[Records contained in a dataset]
-.-.-

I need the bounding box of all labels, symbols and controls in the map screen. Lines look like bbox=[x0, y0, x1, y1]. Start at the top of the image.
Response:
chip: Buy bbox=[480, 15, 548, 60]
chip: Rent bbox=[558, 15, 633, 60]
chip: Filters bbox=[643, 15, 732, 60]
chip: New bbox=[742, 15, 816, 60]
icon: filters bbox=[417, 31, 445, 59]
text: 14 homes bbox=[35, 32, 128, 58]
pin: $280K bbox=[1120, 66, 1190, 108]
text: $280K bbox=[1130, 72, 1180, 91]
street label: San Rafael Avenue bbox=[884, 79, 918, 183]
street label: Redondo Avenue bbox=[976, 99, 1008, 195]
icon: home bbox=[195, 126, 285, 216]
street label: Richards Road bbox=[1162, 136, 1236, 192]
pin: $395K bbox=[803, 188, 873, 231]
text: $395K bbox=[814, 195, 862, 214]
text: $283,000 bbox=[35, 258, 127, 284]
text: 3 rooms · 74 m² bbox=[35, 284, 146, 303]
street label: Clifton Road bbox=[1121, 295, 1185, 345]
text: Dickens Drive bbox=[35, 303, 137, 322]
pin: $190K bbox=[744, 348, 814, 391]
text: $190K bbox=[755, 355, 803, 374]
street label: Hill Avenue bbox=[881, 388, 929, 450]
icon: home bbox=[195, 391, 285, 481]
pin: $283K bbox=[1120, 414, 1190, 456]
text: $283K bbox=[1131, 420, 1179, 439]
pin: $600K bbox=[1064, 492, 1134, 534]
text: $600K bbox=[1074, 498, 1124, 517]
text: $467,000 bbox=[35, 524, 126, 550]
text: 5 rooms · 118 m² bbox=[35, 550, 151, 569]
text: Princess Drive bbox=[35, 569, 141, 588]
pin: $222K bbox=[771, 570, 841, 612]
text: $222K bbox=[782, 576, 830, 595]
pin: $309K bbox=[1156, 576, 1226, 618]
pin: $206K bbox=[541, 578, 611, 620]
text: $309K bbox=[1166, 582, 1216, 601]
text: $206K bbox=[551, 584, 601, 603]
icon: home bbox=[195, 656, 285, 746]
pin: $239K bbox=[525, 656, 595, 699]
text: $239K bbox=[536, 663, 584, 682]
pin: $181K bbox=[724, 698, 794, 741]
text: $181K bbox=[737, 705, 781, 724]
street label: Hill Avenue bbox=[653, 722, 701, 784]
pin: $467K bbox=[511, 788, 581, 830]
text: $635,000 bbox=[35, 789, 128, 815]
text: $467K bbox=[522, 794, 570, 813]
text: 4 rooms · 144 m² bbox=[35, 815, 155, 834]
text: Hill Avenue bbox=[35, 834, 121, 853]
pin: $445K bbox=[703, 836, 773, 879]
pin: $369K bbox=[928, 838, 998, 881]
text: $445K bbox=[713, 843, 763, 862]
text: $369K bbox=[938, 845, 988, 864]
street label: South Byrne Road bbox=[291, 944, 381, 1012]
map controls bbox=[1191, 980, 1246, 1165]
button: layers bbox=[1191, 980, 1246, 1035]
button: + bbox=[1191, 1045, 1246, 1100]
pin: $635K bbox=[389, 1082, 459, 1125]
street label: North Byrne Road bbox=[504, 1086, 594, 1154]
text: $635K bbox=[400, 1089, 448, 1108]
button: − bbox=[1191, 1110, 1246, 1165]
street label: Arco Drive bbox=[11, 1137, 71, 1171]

-.-.-

> **YOUR INSTRUCTIONS**: How many lines in the records above hold the string "button"? Only the number is wanted.

> **SOLUTION TO THIS PROBLEM**: 3